- **Records from a data collection**
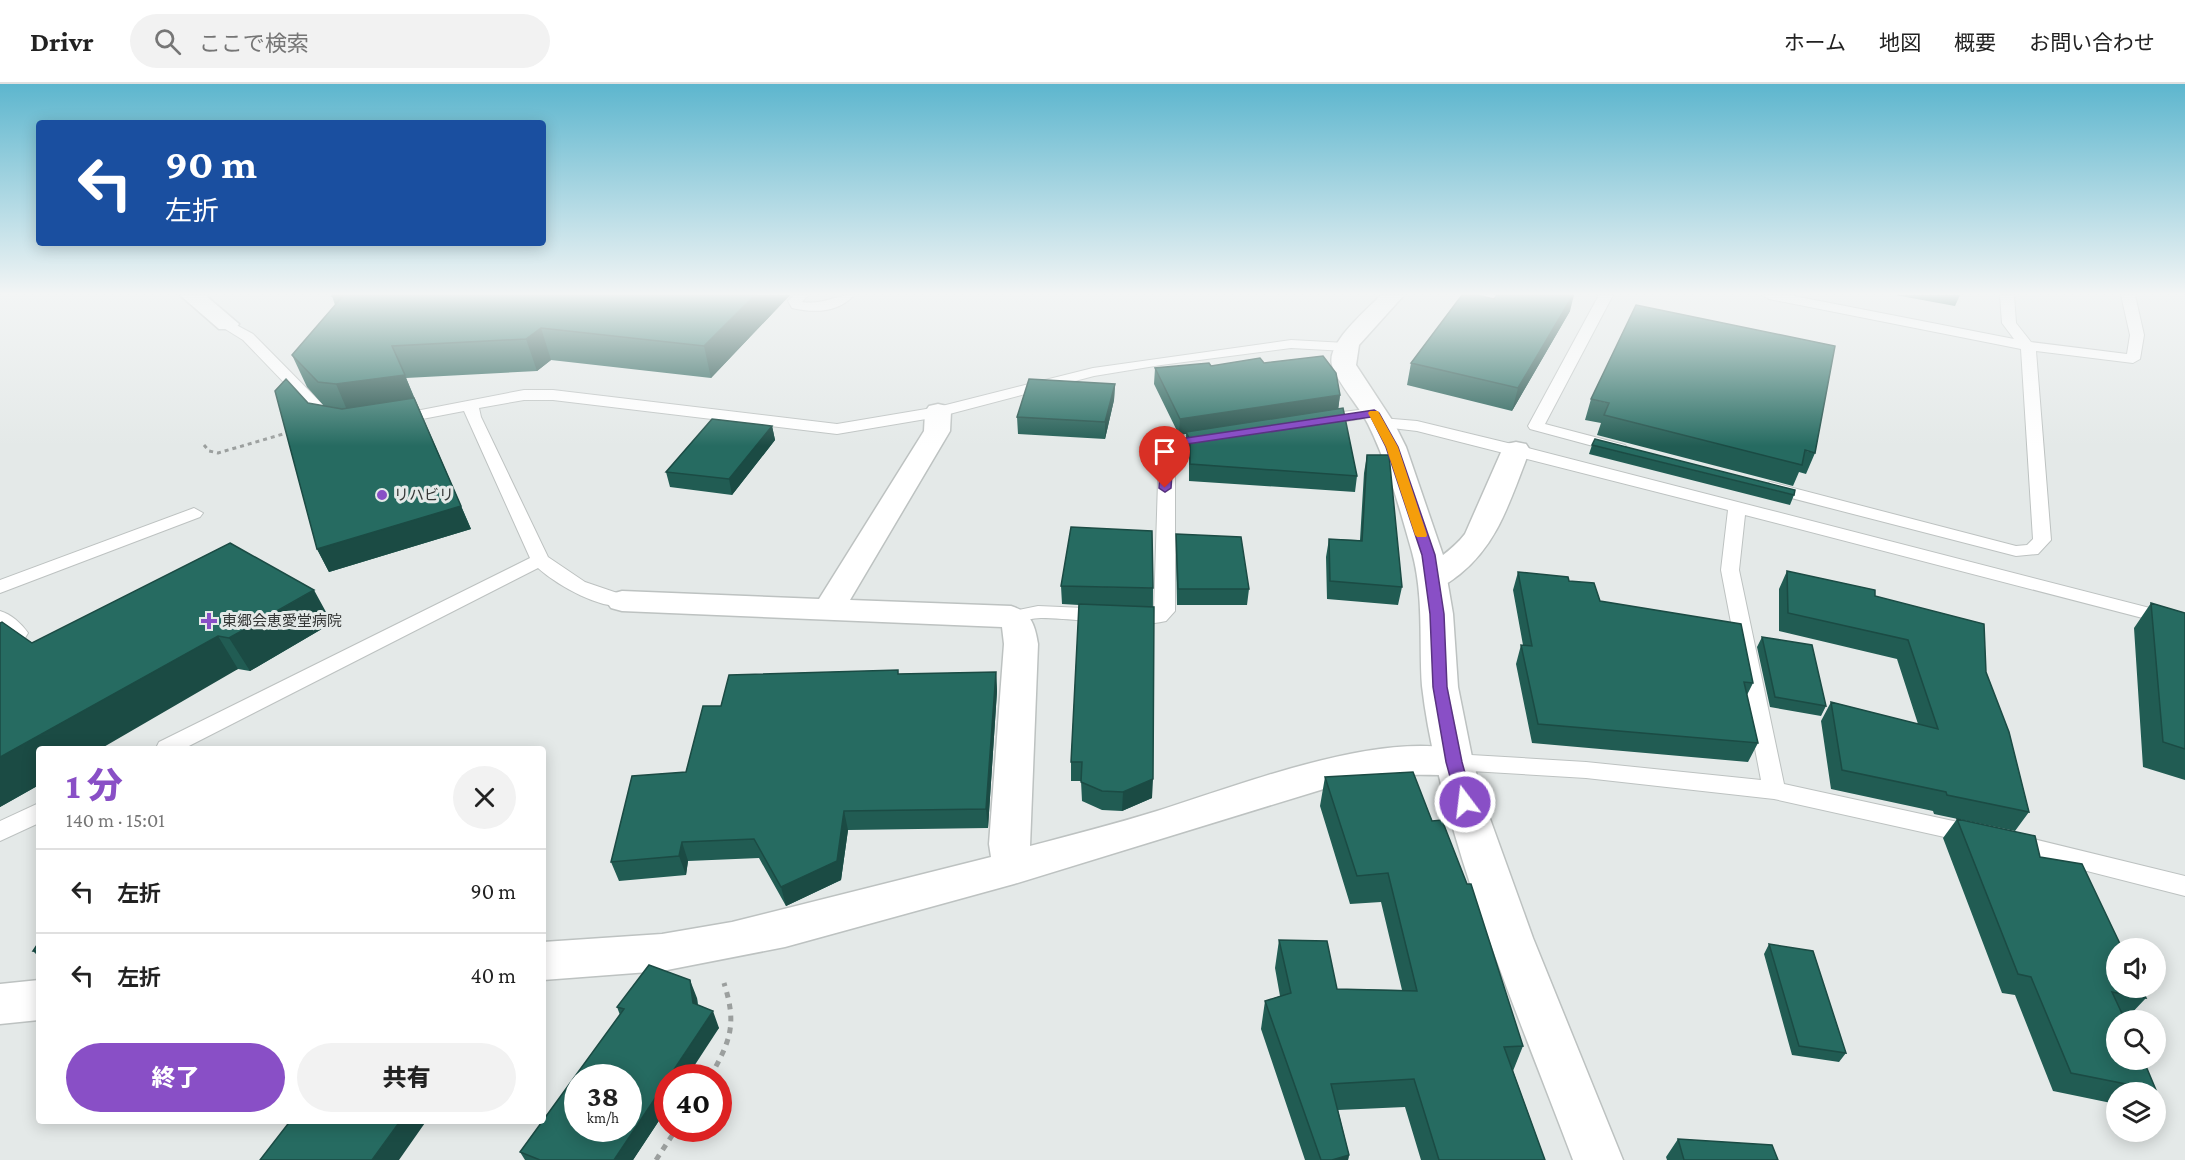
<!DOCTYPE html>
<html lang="ja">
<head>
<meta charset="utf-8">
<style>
  :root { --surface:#fff; --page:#f2f2f2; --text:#222; --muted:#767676; --line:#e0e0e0; --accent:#894fc6 }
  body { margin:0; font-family:"Crimson Pro","Noto Sans JP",serif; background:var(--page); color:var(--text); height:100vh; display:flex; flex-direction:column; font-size:22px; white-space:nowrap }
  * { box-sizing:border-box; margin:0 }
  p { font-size:20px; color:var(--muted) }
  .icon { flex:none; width:33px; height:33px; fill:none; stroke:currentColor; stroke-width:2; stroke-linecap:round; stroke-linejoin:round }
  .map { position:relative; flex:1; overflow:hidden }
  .details { position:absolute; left:36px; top:662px; width:510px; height:378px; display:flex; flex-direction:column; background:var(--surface); border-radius:6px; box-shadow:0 3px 15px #0003 }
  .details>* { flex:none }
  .banner { position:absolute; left:36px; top:36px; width:510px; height:126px; border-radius:6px; box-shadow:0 3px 15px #0003; background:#1a4fa0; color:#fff; overflow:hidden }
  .buttons { position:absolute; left:2106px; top:854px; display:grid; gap:12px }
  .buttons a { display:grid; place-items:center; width:60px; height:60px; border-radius:50%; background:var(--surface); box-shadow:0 3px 15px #0003; font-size:30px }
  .speed { position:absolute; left:564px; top:980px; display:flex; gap:12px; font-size:30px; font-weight:700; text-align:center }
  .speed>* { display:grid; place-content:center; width:78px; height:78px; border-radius:50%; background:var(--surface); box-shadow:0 3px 15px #0003; line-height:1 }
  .speed small { font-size:15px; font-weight:400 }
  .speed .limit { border:9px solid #d22; background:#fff; color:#111 }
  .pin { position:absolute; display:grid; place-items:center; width:51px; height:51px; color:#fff; margin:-62px -26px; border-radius:50% 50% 50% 0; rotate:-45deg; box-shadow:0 0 6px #0007 }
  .pin .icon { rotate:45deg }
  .me { position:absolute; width:66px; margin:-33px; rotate:345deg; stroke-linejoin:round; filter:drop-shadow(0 0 4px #0008) }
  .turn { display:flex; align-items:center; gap:21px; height:126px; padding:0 30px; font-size:27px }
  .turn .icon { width:78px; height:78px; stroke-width:2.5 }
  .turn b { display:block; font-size:42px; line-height:51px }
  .round { display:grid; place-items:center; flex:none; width:63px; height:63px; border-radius:32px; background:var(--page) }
  .headline { display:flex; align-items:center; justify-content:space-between; height:102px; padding:0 30px }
  h1 { font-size:36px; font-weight:800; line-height:45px; color:var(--accent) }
  .cta { display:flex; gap:12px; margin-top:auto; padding:12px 30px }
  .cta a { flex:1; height:69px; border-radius:36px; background:var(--accent); color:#fff; font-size:24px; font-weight:800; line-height:69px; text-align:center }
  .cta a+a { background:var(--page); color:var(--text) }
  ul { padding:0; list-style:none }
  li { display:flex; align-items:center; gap:18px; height:84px; padding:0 30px; border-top:2px solid var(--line) }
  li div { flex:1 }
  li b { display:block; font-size:22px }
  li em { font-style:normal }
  header { display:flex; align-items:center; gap:36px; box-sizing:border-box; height:84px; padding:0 30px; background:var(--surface); border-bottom:2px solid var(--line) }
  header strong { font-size:28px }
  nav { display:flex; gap:33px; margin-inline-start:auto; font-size:21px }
  .search { width:420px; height:54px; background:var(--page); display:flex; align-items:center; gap:15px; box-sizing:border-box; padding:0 21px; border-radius:33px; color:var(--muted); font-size:22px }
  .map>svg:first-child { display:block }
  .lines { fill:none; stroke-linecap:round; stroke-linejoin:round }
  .lane-casing { stroke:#bdc2c1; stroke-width:2 }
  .street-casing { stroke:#bdc2c1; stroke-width:3 }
  .secondary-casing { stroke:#bdc2c1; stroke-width:3 }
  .path-far1 { stroke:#9b9f9e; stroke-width:3; stroke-dasharray:4 4; stroke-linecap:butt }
  .path { stroke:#9b9f9e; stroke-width:5; stroke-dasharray:6 6; stroke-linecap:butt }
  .lane { fill:#fff; fill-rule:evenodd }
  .street { fill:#fff; fill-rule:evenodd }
  .secondary { fill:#fff; fill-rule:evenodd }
  .wall { fill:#215c53 }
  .shaded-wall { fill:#1b4b44 }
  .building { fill:#266b61; stroke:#1b4b44; stroke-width:1.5; fill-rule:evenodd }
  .route { fill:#894fc6; stroke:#593381; stroke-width:1.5 }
  .slow { fill:#f59e0b }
  .poi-dot { fill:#894fc6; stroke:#e4e9e8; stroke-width:2 }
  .labels { text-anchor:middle; stroke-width:6; stroke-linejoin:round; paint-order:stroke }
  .poi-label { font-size:15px; fill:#343635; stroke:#e4e9e8; text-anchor:start }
</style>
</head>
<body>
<header>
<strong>Drivr</strong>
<div class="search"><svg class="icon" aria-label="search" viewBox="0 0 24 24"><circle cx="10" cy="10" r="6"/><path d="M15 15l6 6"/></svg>ここで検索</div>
<nav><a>ホーム</a><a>地図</a><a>概要</a><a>お問い合わせ</a></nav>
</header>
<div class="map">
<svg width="2185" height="1076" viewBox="0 0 2185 1076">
  <rect width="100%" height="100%" fill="#e4e9e8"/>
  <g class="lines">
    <defs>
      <path id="lane" d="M794 211H808L802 218C824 221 834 211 854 211 838 229 814 229 792 224L788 217Z
        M1599 211H1613L1545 340 1625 361 1627 364 1619 369 1530 345 1528 342Z
        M1762 211H1789L2014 255 2002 239 2000 211H2014L2016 239 2031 258 2127 270 2130 251 2121 211H2135L2144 251 2140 275 2133 279 2036 267 2051 456 2038 470 2016 472 1764 407 1762 403 1770 398 2016 462 2027 461 2033 455 2021 265 1769 215Z
        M227 236 253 250 335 333 337 336 335 339H323L243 256 222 243 220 240Z
        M1291 256 1346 259 1353 263 1346 267 1291 264 1161 281 1094 292 938 333 837 350 553 316H524L479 324 481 333 548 473 585 498 629 513 632 517 629 521C603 528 557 501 538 484L185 664H156L159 658 530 474 464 327 396 340 388 335 390 332 524 306H553L837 340 938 323 1093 284Z
        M1374 324 1382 329 1379 332 1320 341 1312 336 1320 331Z
        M1381 334 1417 337 1516 361 2185 533V545L1745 431 1739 486 1784 700 1976 742 1984 745 1988 751 1984 757 1976 760 1774 715 1586 694 1454 686 1446 684 1443 678 1446 672 1454 670 1586 678 1761 696 1721 486 1728 426 1417 347 1375 342 1373 339 1375 336Z
        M1210 347 1218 352 1216 355 1175 365V527L1166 537C1136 545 1075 534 1041 534 1028 534 1017 541 1004 537L1001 533 1004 529 1038 522 1154 527 1159 365 1164 356Z
        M194 424 203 429 200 433 0 509V496Z
        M0 527C11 530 22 540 28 549L25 554H11L0 544Z
        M39 719V739L0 757V737Z
        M2013 750 2185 792V812L2005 766 2001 759 2005 752Z"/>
      <path id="street" d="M180 211H205L239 240 235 245H219Z
        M938 320 947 322 951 328 950 347 850 516 1011 522C1031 528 1035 541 1038 560L1030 762C1072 751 1115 740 1157 727 1238 702 1385 643 1467 668L1473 678 1467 688C1448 693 1430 690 1411 691 1382 692 1354 698 1327 704L1014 800 785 863 662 887 543 896V858L662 850 732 838 991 773 989 760 1004 560 1002 543 622 527 611 524 606 517 611 510 622 507 819 515 924 347 925 328 929 322Z
        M1516 358 1526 360 1530 366C1511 412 1500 458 1460 490 1447 500 1440 506 1423 502L1418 495C1430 477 1452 468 1465 450L1502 366 1506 360Z
        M39 896V936L0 940V900Z"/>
      <path id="secondary" d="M1381 211H1404L1359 261 1356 281 1394 339 1406 363 1443 471 1453 530 1458 603 1473 678 1489 732 1533 854 1623 1076H1573C1524 946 1468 816 1436 680 1430 655 1425 628 1422 602 1419 558 1424 512 1412 468 1400 426 1388 380 1368 340 1360 323 1336 297 1332 281 1326 259 1367 226 1381 211Z"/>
    </defs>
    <use href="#lane" class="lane-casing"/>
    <use href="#street" class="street-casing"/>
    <use href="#secondary" class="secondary-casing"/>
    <path class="path-far1" d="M204 361 209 367 218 369 290 348"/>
    <path class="path" d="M710 993C731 956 737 940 724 899
      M656 1076 677 1044"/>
    <use href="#lane" class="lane"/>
    <use href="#street" class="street"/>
    <use href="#secondary" class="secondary"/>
  </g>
  <path class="wall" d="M333 211H790L711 294 551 276 537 287 406 294 471 445 329 488 317 465 308 319 324 322 307 303 292 271 335 221 332 212Z
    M1895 211H1960L1955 222Z
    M1494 215 1570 227 1512 327 1407 301 1411 279Z
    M1264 279 1340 311 1338 325 1357 392 1355 408 1189 397V372L1185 364 1186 350 1179 351 1154 300 1155 284 1211 282Z
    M1115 300 1114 316 1105 355 1018 350 1017 333Z
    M1591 315 1815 369 1806 390 1799 388 1793 402 1597 351 1601 339 1585 336Z
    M772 342 775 356 732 411 670 403 666 388Z
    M1592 361 1794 411 1790 421 1589 370Z
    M1367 371 1402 503 1398 521 1327 515 1326 473 1329 455 1360 456 1364 389Z
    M1176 450 1249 505 1247 521H1177L1176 466Z
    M1787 487 1875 512 1986 588 2029 728 2015 747 1934 730 1933 727 1831 705 1821 637 1831 618 1918 640 1897 575 1779 547V505Z
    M1518 488 1569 497 1600 517 1753 599 1747 611 1758 659 1748 678 1532 659 1516 580 1521 561H1523L1513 506Z
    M1061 502 1153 504 1152 714 1122 727 1102 726 1082 717 1081 697H1071V678L1079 521 1062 520Z
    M2151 519 2185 529V696L2143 683 2134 544Z
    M0 539 32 559 332 539 250 587 238 585 39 664V701L0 723Z
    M1762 553 1826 622 1821 632 1770 623 1757 563Z
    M996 588 997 607 988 744 848 746 841 796 786 822 759 774 688 777 686 791 619 797 611 778 686 688 721 622 899 590Z
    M1325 693 1432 737 1523 962 1513 987 1545 1076H1421L1405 1023 1338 1026 1349 1071 1348 1076H1305L1261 945 1265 917 1280 912 1275 884 1279 856 1337 905 1402 906 1381 818 1350 820 1320 722Z
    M1957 735 2040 773 2146 914 2128 933 2123 932 2156 1006 2154 1008H2116V1020L2053 1007 2015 911 2002 909 1943 754Z
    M39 858V873L33 867Z
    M1769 860 1846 969 1839 978 1792 971 1764 870Z
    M697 914 698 921 719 944 668 993V1023L633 1076H525L520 1068 620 931 617 923Z
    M1678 1055 1778 1076H1667L1666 1073Z"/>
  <path class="shaded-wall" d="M755 211H790L711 294 704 262Z
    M1573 211H1574L1570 227 1512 327 1518 304Z
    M541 244 551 276 537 287 526 255Z
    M405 291 418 324 350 333 336 300Z
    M1115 300 1114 316 1105 355V338Z
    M1340 311 1338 327 1186 348V350L1179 351 1180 335Z
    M772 342 775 356 732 411 729 395Z
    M461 422 471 445 329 488 317 465Z
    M314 506 332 539 250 587 229 554Z
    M218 552 238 585 102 664H39V701L0 723V673Z
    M996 588 997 607 988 744 986 725Z
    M1153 695 1152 714 1122 727 1123 708Z
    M844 727 848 746 841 796 786 822 781 803Z
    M682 758 688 777 686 791 679 772Z
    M690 896 697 914 699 937 693 919Z
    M713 927 719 944 687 993H669Z
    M668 995V1023L633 1076H614Z
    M401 1036H427L399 1076H372Z
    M1349 1071 1348 1076H1332Z"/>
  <path class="building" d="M333 211H755L704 262 541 244 526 255 392 262 405 291 336 300 318 298 292 271 343 212H332Z
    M1462 211H1477L1494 215 1497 211H1573L1518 304 1411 279Z
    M1636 221 1835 262 1815 369 1805 366 1802 381 1604 331 1609 319 1591 315Z
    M1323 272 1336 289 1340 311 1180 335 1155 284 1209 279 1211 282 1260 274 1264 279Z
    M286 295 308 319 342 325 414 314 461 422 317 465 275 307Z
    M1029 295 1115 300 1105 338 1017 333Z
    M1343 324 1357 392 1190 380V356L1186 348Z
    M712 335 772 342 729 395 666 388Z
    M1595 355 1795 406 1794 411 1592 361Z
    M1367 371H1389L1402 503 1330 497 1329 455 1362 457Z
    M1071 443 1152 447 1153 504 1061 502Z
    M1176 450 1241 453 1249 505H1178Z
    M230 459 314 506 229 554 218 552 0 673V539L2 538 32 559Z
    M1787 487 1875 506V512L1984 540 1986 588 2009 648 2029 728 1947 711 1946 708 1842 686 1831 618 1938 645 1908 556 1788 529Z
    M1518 488 1568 493 1569 497 1594 499 1600 517 1741 540 1753 599 1744 598 1758 659 1538 640 1521 561 1532 562Z
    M2151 519 2185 529V665L2163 658Z
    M1079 520 1154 523 1153 695 1123 708 1102 707 1081 698 1082 678H1071Z
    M1762 553 1812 561 1826 622 1775 613Z
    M898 586V590L996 588 986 725 844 727 837 777 781 803 754 755 682 758 679 772 611 778 632 692 686 688 703 622H721L729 591Z
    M1413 688 1432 737 1442 736 1467 800H1471L1523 962 1504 963 1545 1076H1439L1414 995 1331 1000 1349 1071 1332 1076H1321L1265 917 1291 909 1279 856 1327 857 1337 905 1417 907 1388 789 1357 792 1325 693Z
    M1957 735 2035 752 2040 773 2082 780 2122 864H2116V903H2141L2146 914 2112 908 2125 936H2116V975H2143L2156 1006 2071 989 2031 893 2018 890Z
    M39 858V867H33Z
    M1769 860 1813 867 1846 969 1799 962Z
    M649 881 690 896 693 919 713 927 669 993H668V995L614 1076H540L520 1068 624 925 617 923ZM578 993H628V1044H578Z
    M291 1036H401L372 1076H260Z
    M1678 1055 1772 1061 1778 1076H1684Z"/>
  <linearGradient id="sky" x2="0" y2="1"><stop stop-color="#5db6ce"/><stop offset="0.58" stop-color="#f3f5f5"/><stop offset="1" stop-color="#f3f5f5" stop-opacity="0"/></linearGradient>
  <rect width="2185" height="362" fill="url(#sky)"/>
  <path class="route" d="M1374 326 1379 329 1398 363 1435 471 1444 530 1447 603 1462 678 1473 718 1465 724 1457 718 1446 678 1433 603 1430 530 1422 471 1386 363 1371 333 1174 362 1171 404 1165 408 1159 404 1161 365 1166 357Z"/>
  <path class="slow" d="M1370 327H1378L1398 363 1427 451 1426 453H1417L1415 451 1386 363 1368 329Z"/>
  <g class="poi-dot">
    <circle cx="382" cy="411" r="6"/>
    <path d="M206 528h6v6h6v6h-6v6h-6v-6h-6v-6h6z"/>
  </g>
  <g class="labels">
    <g class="poi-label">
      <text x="394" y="416">リハビリ</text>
      <text x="222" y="542">東郷会恵愛堂病院</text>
    </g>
  </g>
</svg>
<div class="buttons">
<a><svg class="icon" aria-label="sound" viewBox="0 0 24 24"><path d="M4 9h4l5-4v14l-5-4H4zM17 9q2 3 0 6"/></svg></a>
<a><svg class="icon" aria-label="search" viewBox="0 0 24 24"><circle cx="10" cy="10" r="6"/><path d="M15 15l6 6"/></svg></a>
<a><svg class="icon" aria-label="layers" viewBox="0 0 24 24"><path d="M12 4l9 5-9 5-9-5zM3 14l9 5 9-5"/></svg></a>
</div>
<div class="speed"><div>38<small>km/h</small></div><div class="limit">40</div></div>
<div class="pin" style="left:1165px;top:404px;background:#d93025"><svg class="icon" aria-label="arrive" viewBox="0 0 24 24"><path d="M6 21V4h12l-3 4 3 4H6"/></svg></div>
<svg class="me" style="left:1465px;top:718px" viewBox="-20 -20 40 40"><circle r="17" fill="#894fc6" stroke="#fff" stroke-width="3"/><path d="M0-11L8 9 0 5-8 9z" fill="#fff"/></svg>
<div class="banner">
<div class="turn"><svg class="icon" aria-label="left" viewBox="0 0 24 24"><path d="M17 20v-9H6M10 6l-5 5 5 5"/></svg><div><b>90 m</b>左折</div></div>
</div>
<section class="details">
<div class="headline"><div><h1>1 分</h1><p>140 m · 15:01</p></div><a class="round"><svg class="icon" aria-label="close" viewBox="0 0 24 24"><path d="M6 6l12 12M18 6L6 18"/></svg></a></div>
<ul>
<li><svg class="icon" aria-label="left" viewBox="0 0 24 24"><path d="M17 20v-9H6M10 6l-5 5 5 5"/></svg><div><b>左折</b></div><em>90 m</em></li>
<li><svg class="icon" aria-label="left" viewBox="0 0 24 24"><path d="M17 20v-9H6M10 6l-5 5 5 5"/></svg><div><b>左折</b></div><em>40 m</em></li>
</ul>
<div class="cta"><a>終了</a><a>共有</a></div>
</section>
</div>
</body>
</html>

- **Problem to work on**
Only lines that contain the string "overflow" count; pick each one out of the records and copy it.

- **Exercise solution**
  .map { position:relative; flex:1; overflow:hidden }
  .banner { position:absolute; left:36px; top:36px; width:510px; height:126px; border-radius:6px; box-shadow:0 3px 15px #0003; background:#1a4fa0; color:#fff; overflow:hidden }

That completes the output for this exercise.